The school has been empty since Sandy, and in some classrooms children’s art and schoolwork remains taped to blackboards. The gymnasium and its concrete floor have become a storage area for hundreds of cardboard boxes full of miscellaneous supplies.
The students have all been transferred to Central Regional in Bayville where they’ve taken up one of the school’s wings for the remainder of the school year. The goal, Parlapanides said, is to have the work completed by July 1 and to welcome students back in September. In addition to assistance from volunteers, who are expected to return to the school for a second day in April, contractors are set to repair the roof within the week, a necessary step before more internal work can begin inside the school.
Seaside’s elementary school is one of several that Jersey Cares, along with several different corporate volunteer groups and non-profit organizations, is working on following Sandy. Schools in towns like Union Beach in Monmouth County and Beach Haven West have had similar storm damage, Jersey Cares Senior Director of External Affairs Sherry Fazio said Thursday.
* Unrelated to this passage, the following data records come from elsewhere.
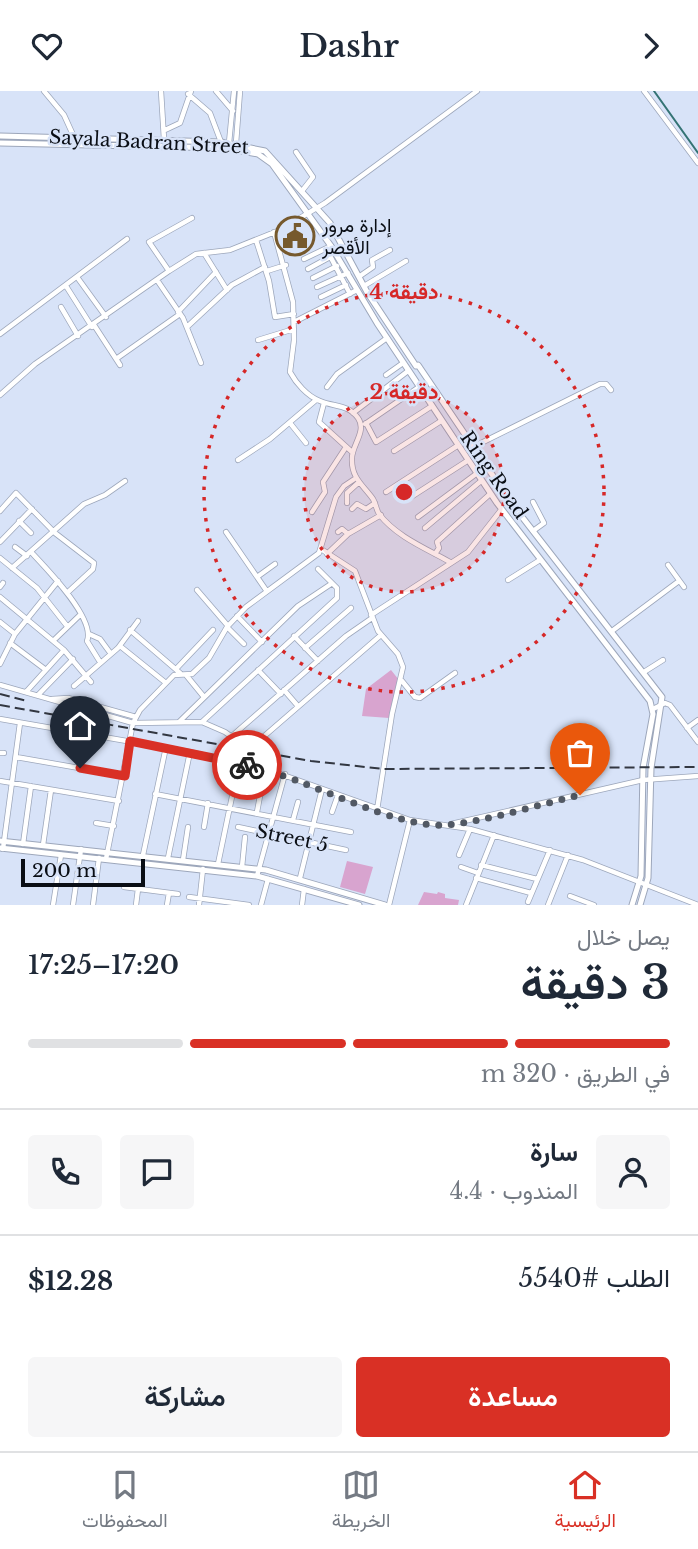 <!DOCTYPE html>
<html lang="ar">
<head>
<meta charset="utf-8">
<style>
  :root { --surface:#fff; --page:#f6f6f7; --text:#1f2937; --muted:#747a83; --line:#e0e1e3; --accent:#d93025 }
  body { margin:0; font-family:"Libre Baskerville",Vazirmatn,serif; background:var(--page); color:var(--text); direction:rtl; height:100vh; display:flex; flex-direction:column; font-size:26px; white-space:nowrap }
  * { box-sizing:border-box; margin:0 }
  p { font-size:23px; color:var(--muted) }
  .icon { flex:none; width:38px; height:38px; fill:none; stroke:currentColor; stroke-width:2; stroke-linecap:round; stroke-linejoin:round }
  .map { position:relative; height:814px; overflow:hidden; direction:ltr }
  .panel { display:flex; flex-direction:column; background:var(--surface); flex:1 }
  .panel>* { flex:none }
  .scale { position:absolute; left:21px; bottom:18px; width:124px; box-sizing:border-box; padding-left:7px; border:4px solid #0a0e15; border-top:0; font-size:19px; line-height:24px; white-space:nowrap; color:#0a0e15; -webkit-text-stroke:5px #d8e3f8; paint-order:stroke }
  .pin { position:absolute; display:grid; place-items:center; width:60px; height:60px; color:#fff; margin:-72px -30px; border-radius:50% 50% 50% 0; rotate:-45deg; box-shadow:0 0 7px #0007 }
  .pin .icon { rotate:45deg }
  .courier { position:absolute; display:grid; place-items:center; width:70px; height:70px; margin:-35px; border:5px solid #d93025; border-radius:50%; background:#fff; color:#222; box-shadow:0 2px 9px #0007 }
  .overview em { font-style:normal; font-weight:600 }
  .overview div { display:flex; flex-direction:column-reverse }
  .overview { display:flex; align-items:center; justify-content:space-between; height:119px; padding:0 28px }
  h1 { font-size:46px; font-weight:600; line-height:52px }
  .bar { display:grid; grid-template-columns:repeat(4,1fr); gap:10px 7px; align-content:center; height:84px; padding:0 28px }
  .bar i { height:9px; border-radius:5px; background:var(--line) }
  .bar .on { background:var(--accent) }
  .bar p { grid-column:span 4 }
  .line { display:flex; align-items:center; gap:18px; padding:0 28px; border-top:2px solid var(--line) }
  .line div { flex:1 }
  .round { display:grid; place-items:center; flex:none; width:74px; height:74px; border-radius:7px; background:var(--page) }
  .cta { display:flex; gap:14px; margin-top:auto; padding:14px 28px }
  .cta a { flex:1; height:80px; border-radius:7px; background:var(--accent); color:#fff; font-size:28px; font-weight:600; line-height:80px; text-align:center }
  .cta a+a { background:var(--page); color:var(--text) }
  header { display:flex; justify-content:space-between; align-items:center; height:91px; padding:0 28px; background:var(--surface); font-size:32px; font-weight:600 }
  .tab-bar { display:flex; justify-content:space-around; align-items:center; height:98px; border-top:2px solid var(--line); background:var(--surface); font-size:19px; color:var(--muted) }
  .tab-bar a { display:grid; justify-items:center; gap:4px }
  .tab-bar .on { color:var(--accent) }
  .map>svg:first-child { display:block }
  .green { fill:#d8a4cf }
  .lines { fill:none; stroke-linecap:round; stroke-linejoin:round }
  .stream { stroke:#347374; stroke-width:2 }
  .minor-casing { stroke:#9da7bb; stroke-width:6 }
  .major-casing { stroke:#9da7bb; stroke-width:7 }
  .minor { stroke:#fff; stroke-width:4.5 }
  .major { stroke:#fff; stroke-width:5 }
  .rail { stroke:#323741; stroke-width:2; stroke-dasharray:10 5; stroke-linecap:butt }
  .done { stroke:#525964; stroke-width:7; stroke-dasharray:0 12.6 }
  .route { stroke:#d93025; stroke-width:9 }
  .ring { fill:none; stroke:#d62828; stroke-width:3.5; stroke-dasharray:3.5 7 }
  .labels { text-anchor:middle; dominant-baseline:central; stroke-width:5; stroke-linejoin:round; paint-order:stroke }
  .street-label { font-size:19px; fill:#0a0e15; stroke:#d8e3f8 }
  .poi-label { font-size:19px; fill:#0a0e15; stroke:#d8e3f8; text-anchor:start }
  .centre { fill:#d62828; stroke:#d8e3f8; stroke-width:3.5 }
  .ring-label { font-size:21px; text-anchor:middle; font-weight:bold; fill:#d62828; stroke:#d8e3f8; stroke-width:5; stroke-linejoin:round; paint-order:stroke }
</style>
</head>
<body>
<header><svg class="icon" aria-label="forward" viewBox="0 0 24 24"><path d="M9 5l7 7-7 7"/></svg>Dashr<svg class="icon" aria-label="heart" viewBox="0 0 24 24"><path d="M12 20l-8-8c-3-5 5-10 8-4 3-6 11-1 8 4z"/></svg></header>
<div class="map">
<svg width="698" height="814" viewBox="0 0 698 814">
  <rect width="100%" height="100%" fill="#d8e3f8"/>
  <path class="green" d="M391,579l8,10 -10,38 -27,-2 4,-27z
    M347,770l26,6 -8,27 -25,-7z
    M424,801l13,2 1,-2 7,2v4l14,2 -1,5h-40z"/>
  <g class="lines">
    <path class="stream" d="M654,0l44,62"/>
    <defs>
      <path id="minor" d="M44,0l20,24 10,22
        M161,0l3,48
        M216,0l17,20
        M644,0l54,72
        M188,3l22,19 11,29
        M165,39l15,-7 11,-32
        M229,52l5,-52
        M236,52l4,-52
        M296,61l17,25 -11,14
        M274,141l19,70 1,38 -4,32c6,11 17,24 30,29 14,6 28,3 38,17 9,13 -6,27 -6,40 -1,20 11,27 21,41 3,5 3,10 6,15 18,23 46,34 71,48
        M256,149l13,41 6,36 19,-3
        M204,162l23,37
        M329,163l21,40
        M304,168l27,-13
        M308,178l22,-12
        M169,180l-20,-29 43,-24
        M267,180l19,-6
        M360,185l13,-9 -1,-7 18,-10
        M77,186l29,40
        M313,187l24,-12
        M157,189l26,38 18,45
        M66,195l26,41
        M364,195l42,-25
        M317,196l31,-14
        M321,206l25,-12
        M61,216l17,29
        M178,221l38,-40
        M294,231l63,-32
        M94,234l26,40
        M187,236l45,-42 33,-18
        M0,243l127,-95
        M258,249l36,-11
        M116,268l64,-45
        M386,284l17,-12
        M327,296l10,-13 50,-36
        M0,304l35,-31 134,-93 27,-17 34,-4 50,-20 45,-27 152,-112
        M324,312l-5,19 33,30
        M353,322l55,-42
        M290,332l16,20
        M366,332l10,19 56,-36
        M365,333l54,-37
        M473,356l127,-63h6l5,6
        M394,360l47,-30
        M238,369l32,-21 46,-39
        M386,401l71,-46
        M411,406l56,-36
        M533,411l11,21 -11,8
        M347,412v-10l11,-10
        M352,418l5,-5 9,5 9,-6
        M0,420l16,-18 39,40 39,30 -1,6 -26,24
        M312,421l13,-20 -2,-10 23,-35
        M418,426l58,-43
        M19,430l12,12
        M425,437l56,-47
        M226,441l40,58
        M338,441l4,-3 6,5
        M0,451l32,-33
        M15,456l12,9
        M321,458l34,22 23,60 20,23 5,13 -11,47 -15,96
        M31,461c15,16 65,67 56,89l13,21
        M327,463l21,-20 33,-19
        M435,463l4,-6 -2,-6 53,-48
        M0,467l37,30 30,38
        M668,474l16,22
        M12,477l72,-64 21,-9 20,-14
        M257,486l18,-13
        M508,489l32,-20
        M0,496l3,-4
        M197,499l31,36
        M0,506l64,53 27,32
        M371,524l97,-63 33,-42
        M237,525l25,26
        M0,531l15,12
        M227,536l17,17
        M130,539l50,43
        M612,540l67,-50
        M89,543l11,5 11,15
        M294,545l24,25
        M53,550l27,-26
        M10,552l36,27
        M120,555l46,37
        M305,557l46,-40
        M0,573l15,-30 43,-53
        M176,578l37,-39
        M258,579l23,24
        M644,581l19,-12
        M186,584l18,22
        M402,590l13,16 5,1 35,-25
        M0,594l133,38 69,-1 23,10 14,10 16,2 126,-109
        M74,595l44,-38 20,-27
        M284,599l13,15
        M26,601l38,-42
        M38,604l35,-36
        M52,608l16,-1 68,19
        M653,618l12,-6 5,2 28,37
        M0,628l190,33 82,19 138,49 60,9 113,31 115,45
        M179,631l119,-116 33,-22
        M202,631l135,-124v-10l-19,-19
        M687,637l11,-8
        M232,645l114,-100 26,-18
        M93,660l4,-16
        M0,662h4
        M16,666l109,19
        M0,690l119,20
        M155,703l196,38
        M257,721l8,-43
        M332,721l6,-17
        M293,729l5,-18
        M96,732l18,3
        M451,733l192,-44 55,-4
        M204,736l4,-24
        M238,736l108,23
        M23,753l8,-58
        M43,754l8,-55
        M3,758l17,-126
        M143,764l23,-108
        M459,764l11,-26
        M168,767l22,-106
        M106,768l27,-136 7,-13 34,-35 18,-1 17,-16 18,-31 19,-20 73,-54 17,-56 8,-11 12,-8
        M183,769l5,-33
        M218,773l21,-101
        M481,774l56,14
        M242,776l3,-30
        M461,776l17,6
        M257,785l28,-102
        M300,787l22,-89
        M476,787l55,15
        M124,796l54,7
        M570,805l24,9
        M189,806l60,8
        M528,811l22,-52
        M53,814l8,-50
        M73,814l8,-56
        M93,814l6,-47
        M136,814l2,-16
        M167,814l2,-12
        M199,814l4,-36
        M261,814l7,-26
        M302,814l2,-16
        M389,814l21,-85
        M466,814l28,-70
        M548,814l20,-50"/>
      <path id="major" d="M0,45l221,6 44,9 65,72 37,69 49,74 2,-1 94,139 150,193 -11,71 -3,110 -8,27
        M0,52l225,5 33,6 14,10 59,82 46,77 120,180 153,198 3,13 -10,54 -2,108 -9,29
        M0,750l266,29 119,35
        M0,757l257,28 102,29"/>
    </defs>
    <use href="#minor" class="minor-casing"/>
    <use href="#major" class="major-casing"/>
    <use href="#minor" class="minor"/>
    <use href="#major" class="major"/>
    <path class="rail" d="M0,603l27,7
      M0,614l311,56 73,8 314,-2"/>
  </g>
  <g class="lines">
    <path class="done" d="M247,674c57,12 149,65 201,60 44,-5 89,-20 132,-30"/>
    <path class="route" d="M80,677l45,8 5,-35 117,24"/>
  </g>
  <circle cx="404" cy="401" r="100" fill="#d62828" fill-opacity=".12"/>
  <g class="ring">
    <circle cx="404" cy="401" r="100"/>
    <circle cx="404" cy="401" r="200"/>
  </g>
  <defs>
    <symbol id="civic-ring" viewBox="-11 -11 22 22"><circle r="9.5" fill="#d8e3f8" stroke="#76592d" stroke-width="1.5"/><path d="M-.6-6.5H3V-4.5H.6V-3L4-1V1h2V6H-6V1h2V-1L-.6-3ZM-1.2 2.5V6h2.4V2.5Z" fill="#76592d"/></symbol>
  </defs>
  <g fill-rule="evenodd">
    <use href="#civic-ring" x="273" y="123" width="44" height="44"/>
  </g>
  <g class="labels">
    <g class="street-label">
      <text transform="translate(149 51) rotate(3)">Sayala Badran Street</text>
      <text transform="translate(494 384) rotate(55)">Ring Road</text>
      <text transform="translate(292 747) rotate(12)">Street 5</text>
    </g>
    <g class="poi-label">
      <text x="322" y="134">إدارة مرور<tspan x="322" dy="22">الأقصر</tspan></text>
    </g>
  </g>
  <circle cx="404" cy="401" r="10" class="centre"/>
  <g class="ring-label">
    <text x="404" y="208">4 دقيقة</text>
    <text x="404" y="308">2 دقيقة</text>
  </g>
</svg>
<div class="scale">200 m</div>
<div class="pin" style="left:580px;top:704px;background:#ea580c"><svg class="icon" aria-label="bag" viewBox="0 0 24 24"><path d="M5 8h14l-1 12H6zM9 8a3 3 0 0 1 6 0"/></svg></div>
<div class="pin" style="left:80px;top:677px;background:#1f2937"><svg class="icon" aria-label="home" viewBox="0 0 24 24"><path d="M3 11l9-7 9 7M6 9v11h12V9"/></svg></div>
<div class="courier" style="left:247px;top:674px"><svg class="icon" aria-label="bike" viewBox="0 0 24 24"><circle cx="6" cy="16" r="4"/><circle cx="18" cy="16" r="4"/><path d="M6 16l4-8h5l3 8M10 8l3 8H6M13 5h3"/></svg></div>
</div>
<section class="panel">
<div class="overview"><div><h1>3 دقيقة</h1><p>يصل خلال</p></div><em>17:20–17:25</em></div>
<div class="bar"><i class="on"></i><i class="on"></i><i class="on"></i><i></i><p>في الطريق · 320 m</p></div>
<div class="line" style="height:126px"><a class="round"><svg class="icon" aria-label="person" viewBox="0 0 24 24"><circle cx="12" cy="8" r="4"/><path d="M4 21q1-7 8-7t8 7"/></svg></a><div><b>سارة</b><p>المندوب · 4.4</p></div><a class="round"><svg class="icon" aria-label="chat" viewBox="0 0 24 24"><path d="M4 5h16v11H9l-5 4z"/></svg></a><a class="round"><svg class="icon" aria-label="phone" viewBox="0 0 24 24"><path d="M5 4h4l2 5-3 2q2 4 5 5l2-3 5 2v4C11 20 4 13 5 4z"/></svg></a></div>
<div class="line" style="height:91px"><div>الطلب #5540</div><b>$12.28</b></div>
<div class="cta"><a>مساعدة</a><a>مشاركة</a></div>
</section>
<nav class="tab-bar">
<a class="on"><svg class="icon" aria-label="home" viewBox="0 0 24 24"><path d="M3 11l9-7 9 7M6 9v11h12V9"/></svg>الرئيسية</a>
<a><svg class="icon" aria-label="map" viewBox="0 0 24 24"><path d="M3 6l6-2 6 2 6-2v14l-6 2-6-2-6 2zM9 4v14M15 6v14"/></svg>الخريطة</a>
<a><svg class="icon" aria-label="saved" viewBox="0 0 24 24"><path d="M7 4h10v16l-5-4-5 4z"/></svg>المحفوظات</a>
</nav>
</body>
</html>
Even five months after Sandy, there’s still work that needs to be done. Though they’re priorities, reconstruction of schools, in several instances, has had to wait as prohibitive costs and the wait for insurance payouts have caused delays.
There was talk of trying to reopen the school this school year, but that just wasn’t practical or fair to the students, Parlapanides said. He’s hoping the decision turns out to be a good one, but that likely won’t be realized until state tests are completed and scored.
A good sign, he said, is that students, both from the elementary school and high school, seem to be adjusting well to the unusual circumstance. High school kids have even volunteered to tutor some of the younger students and elementary school children have been able to take advantage of typically high school-related activities, like wood shop.
“We didn’t want to move the kids back into the school in the middle of the year after moving them once already,” he said. “We’re waiting for a fresh start.”